I’m not sure if that works.


First read, I was sold. All of my emails today were quick + short. I utilized 😄 to convey context instead of words. I found that all the personality in my relationships was stripped. I became autonomous, robotic and ruthless.


I don’t think brevity solves it though. Sometimes, I think communication is a diamond. The more carats you have, the greater the complexity, ultimately the greatest result.

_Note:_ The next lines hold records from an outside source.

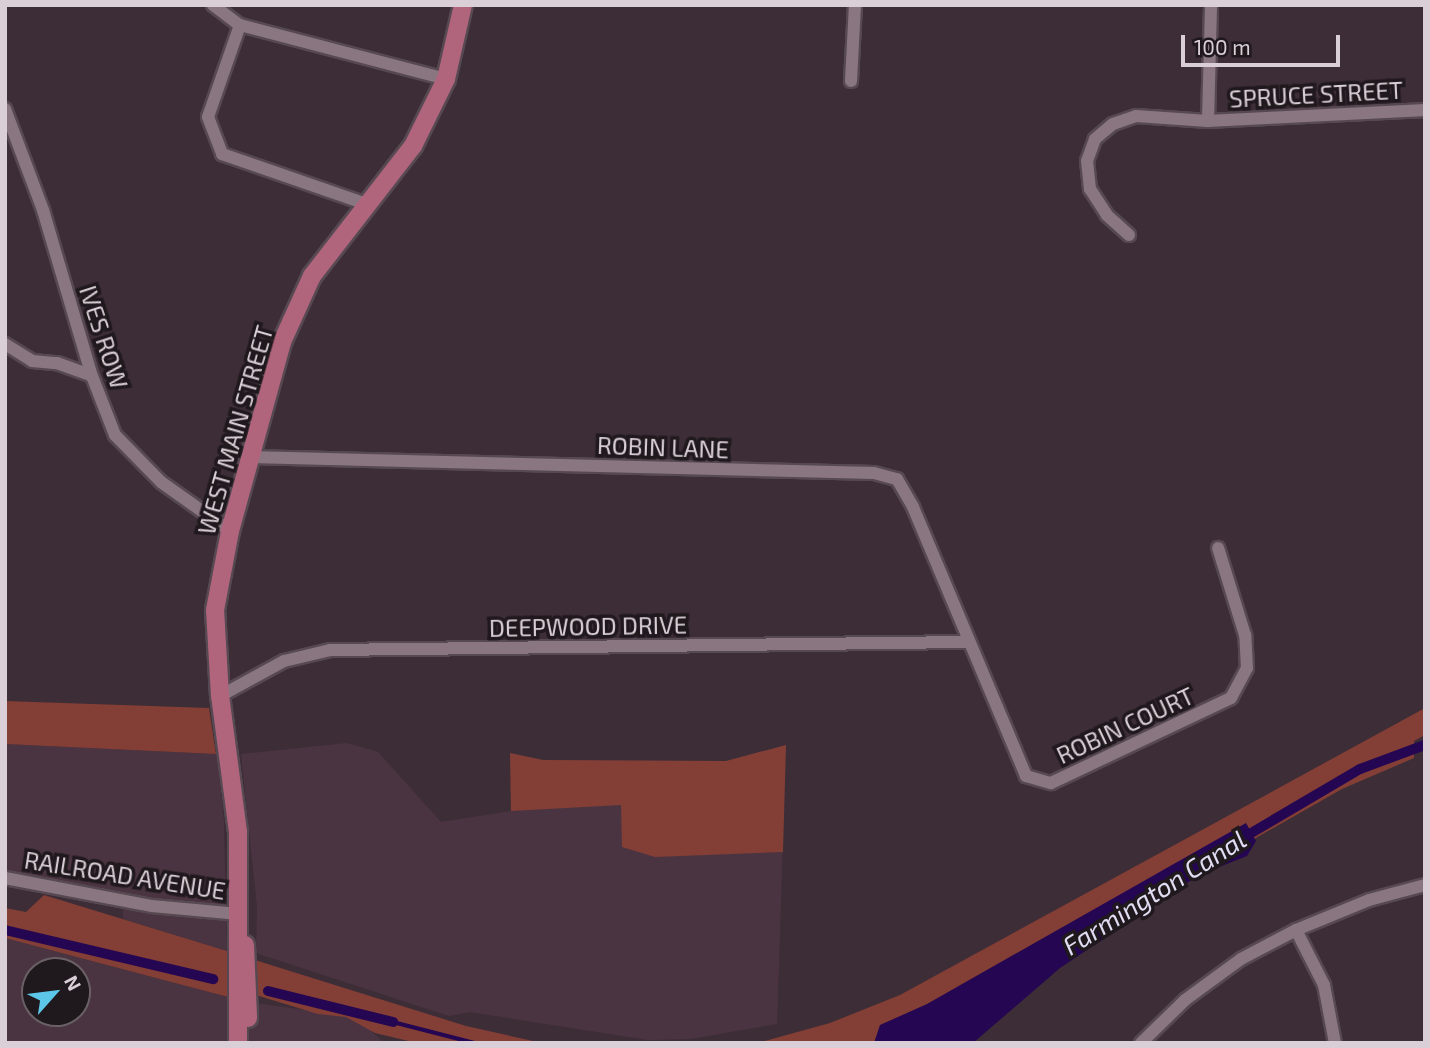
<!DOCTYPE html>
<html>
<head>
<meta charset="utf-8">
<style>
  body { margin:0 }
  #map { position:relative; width:1430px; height:1048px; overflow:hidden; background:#3d2d37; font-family:"Exo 2",sans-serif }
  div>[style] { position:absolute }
  .built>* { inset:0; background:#4b3442 }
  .green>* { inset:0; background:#833e35 }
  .water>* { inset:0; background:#250652 }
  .stream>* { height:3.5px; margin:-1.75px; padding:0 1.75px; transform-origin:1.75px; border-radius:1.75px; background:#250652 }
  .canal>* { height:10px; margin:-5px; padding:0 5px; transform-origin:5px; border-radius:5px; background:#250652 }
  .roads { filter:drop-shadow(2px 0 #574952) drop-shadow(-2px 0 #574952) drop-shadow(0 2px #574952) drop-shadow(0 -2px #574952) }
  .minor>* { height:12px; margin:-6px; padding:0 6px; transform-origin:6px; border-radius:6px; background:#897681 }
  .primary>* { height:18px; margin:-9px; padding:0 9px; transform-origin:9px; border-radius:9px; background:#b1657d }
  span { translate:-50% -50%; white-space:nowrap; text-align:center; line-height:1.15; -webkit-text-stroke:7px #1f181c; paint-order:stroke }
  .street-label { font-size:24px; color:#dacfd6 }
  .water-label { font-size:26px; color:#e0dcf2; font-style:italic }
  .frame { position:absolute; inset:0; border:7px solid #dacfd6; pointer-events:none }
  .north { position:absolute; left:21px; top:957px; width:70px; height:70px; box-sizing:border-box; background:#1f181c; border:2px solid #6a6166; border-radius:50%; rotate:62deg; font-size:19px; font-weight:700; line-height:28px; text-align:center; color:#dacfd6 }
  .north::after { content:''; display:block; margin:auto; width:24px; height:32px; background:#5cc7e8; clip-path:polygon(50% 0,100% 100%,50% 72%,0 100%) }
  .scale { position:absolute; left:1181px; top:35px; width:159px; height:32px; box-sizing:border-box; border:4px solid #dacfd6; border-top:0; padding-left:9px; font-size:21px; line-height:24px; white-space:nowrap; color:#dacfd6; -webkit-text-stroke:5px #1f181c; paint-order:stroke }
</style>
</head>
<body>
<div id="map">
  <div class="built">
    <div style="clip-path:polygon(347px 743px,378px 752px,441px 822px,511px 811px,510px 753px,543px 760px,726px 761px,786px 745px,777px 1024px,690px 1039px,648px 1040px,470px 1012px,449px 1016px,256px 953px,257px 906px,241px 754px)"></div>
    <div style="clip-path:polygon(5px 744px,217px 754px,224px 822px,227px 951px,123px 919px,123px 907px,5px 885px)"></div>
    <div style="clip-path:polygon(evenodd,5px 938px,228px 997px,228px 1005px,261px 1004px,357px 1017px,384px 1043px,5px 1043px,5px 938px,35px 971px,77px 971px,77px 1013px,35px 1013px,35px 971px)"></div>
  </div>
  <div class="green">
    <div style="clip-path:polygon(5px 701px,209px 708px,216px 754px,5px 744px)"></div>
    <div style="clip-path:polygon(1425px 708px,1425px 735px,1414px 741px,1414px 758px,1342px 789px,1057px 951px,893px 1035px,874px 1043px,757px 1043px,830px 1023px,900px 995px)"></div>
    <div style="clip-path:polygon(786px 745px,783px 852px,655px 857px,622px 847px,621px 805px,511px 811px,510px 753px,543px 760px,726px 761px)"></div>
    <div style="clip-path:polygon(44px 895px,227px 951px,228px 997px,5px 938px,5px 908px,26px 912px)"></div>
    <div style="clip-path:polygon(252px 959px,466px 1026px,542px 1043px,417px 1043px,375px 1033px,346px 1017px,318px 1014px,252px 994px)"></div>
  </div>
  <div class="water">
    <div style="clip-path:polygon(1246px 823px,1256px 841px,1247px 856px,1199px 875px,1060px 968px,973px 1043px,874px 1043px,880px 1025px,927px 1004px)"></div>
  </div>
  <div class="stream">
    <div style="left:393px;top:1022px;width:85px;rotate:14.4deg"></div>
  </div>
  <div class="canal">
    <div style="left:1241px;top:839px;width:138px;rotate:-30.5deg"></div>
    <div style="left:1360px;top:769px;width:69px;rotate:-20.3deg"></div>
    <div style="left:5px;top:930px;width:214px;rotate:13.3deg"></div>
    <div style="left:268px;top:991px;width:129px;rotate:13.9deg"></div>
  </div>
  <div class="roads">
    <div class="minor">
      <div style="left:213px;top:5px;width:34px;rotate:37deg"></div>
      <div style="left:240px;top:25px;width:213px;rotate:14.7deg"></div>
      <div style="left:240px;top:25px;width:97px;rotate:109.2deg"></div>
      <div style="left:208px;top:117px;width:40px;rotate:69deg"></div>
      <div style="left:222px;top:154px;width:152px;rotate:19.1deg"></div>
      <div style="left:851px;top:81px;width:76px;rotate:-87deg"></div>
      <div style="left:5px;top:109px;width:108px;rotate:69.4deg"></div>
      <div style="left:43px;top:210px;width:173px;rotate:73.6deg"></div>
      <div style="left:92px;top:376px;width:63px;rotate:68.7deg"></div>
      <div style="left:115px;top:435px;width:66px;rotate:45.6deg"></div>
      <div style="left:161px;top:482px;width:85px;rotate:35.4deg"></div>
      <div style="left:1208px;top:121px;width:116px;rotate:-88.5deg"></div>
      <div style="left:1129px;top:235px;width:30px;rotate:-138deg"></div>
      <div style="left:1107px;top:215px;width:31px;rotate:-123deg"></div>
      <div style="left:1090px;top:189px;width:28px;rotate:-96deg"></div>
      <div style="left:1087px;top:161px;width:23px;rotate:-70deg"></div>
      <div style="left:1095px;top:139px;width:23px;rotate:-40deg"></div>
      <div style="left:1113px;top:124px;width:24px;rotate:-19deg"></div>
      <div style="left:1136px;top:116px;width:72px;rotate:4deg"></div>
      <div style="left:1208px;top:121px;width:217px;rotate:-2.9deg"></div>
      <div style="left:5px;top:344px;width:32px;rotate:32deg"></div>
      <div style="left:32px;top:361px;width:25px;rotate:5deg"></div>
      <div style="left:57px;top:363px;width:37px;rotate:20deg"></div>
      <div style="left:250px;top:457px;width:624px;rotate:1.47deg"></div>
      <div style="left:874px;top:473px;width:24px;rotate:15deg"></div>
      <div style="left:897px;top:479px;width:32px;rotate:60deg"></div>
      <div style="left:913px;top:507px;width:292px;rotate:67.2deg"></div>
      <div style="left:1026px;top:776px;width:26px;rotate:16deg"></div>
      <div style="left:1051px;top:783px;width:199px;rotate:-25.3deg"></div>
      <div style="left:1231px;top:698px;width:34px;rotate:-62deg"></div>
      <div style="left:1247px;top:668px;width:33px;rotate:-93deg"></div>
      <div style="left:1245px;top:635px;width:91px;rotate:-107.2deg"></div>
      <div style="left:220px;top:696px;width:73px;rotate:-28.7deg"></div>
      <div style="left:284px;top:661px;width:47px;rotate:-13.4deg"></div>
      <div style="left:330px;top:650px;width:636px;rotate:-0.72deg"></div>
      <div style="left:5px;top:878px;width:150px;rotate:10.8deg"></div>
      <div style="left:152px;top:906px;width:87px;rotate:5.3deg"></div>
      <div style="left:1296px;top:930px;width:62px;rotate:63deg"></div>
      <div style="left:1324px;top:985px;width:59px;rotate:79.3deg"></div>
      <div style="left:1141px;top:1043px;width:62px;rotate:-44.3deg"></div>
      <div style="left:1185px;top:1000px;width:69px;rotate:-36.2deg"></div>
      <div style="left:1241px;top:959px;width:62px;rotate:-27.8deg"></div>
      <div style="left:1296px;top:930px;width:79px;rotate:-22.3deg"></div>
      <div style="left:1369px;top:900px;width:58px;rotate:-15deg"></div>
    </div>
    <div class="primary">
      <div style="left:245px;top:945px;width:73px;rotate:87.6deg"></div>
      <div style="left:238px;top:1043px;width:211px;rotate:-90deg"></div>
      <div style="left:238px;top:832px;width:137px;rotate:-97.5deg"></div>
      <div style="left:220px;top:696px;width:86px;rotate:-93.3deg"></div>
      <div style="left:215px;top:610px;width:80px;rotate:-79.2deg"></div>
      <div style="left:230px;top:531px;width:196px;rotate:-74.6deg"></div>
      <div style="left:282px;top:342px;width:72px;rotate:-65.6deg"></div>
      <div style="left:312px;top:276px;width:165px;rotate:-52.2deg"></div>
      <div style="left:413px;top:146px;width:75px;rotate:-63.8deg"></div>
      <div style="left:446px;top:79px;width:76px;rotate:-77.1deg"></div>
    </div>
  </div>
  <div class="street-label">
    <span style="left:1316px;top:94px;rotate:-3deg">SPRUCE STREET</span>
    <span style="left:104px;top:337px;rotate:72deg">IVES ROW</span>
    <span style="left:235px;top:430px;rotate:-74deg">WEST MAIN STREET</span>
    <span style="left:663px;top:447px;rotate:2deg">ROBIN LANE</span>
    <span style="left:588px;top:626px;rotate:-1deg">DEEPWOOD DRIVE</span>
    <span style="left:1125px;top:725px;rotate:-25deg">ROBIN COURT</span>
    <span style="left:125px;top:875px;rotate:9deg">RAILROAD AVENUE</span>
  </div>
  <div class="water-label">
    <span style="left:1154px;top:892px;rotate:-32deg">Farmington Canal</span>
  </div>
  <div class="frame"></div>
  <div class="north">N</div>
  <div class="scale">100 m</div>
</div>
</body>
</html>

While I was reading Smart Brevity, I was also in discussions of how teammates and I could use AI to better free ourselves up from the routine communications tasks in our day-to-days to move onto other tasks. We were in briefings about how AI was used to do things more quickly and better. Yet, in pro-con charts (maybe created by an AI biased robot attempting to increase its control over our company??) we found that the shorter, robotic and monotone communciations lose all of their humanity.


In attempting to be quicker, more eye catching and brief, we found that our souls are entirely lost from our work. Relinquishing all control to something that is unfeeling means that the context (or as Smart Brevity says, “The Why”) is entirely lost. Some things cannot be decided by a computer to make the right decision when humans are involved.


So, I’m a skeptic.


I believe that AI will absolutely be able to free us up for more thinking. I’d love to have less work in the routine tasks, but…


Don’t be so quick to lose the humanity of cadence and not having immediately clear thoughts. The act of learning, just as you are in this thought process of reading a longer blog post is how our brains can sometimes be given the space to absorb and process.


By all means, implement smart communications visuals into your texts to make them more effective, but I don’t believe that you should pop your ideas into an AI generator like ChatGPT just yet.


Less is more, but going deeper sometimes means baking a cake with better ingredients, not leaving out the eggs because you want it to bake faster.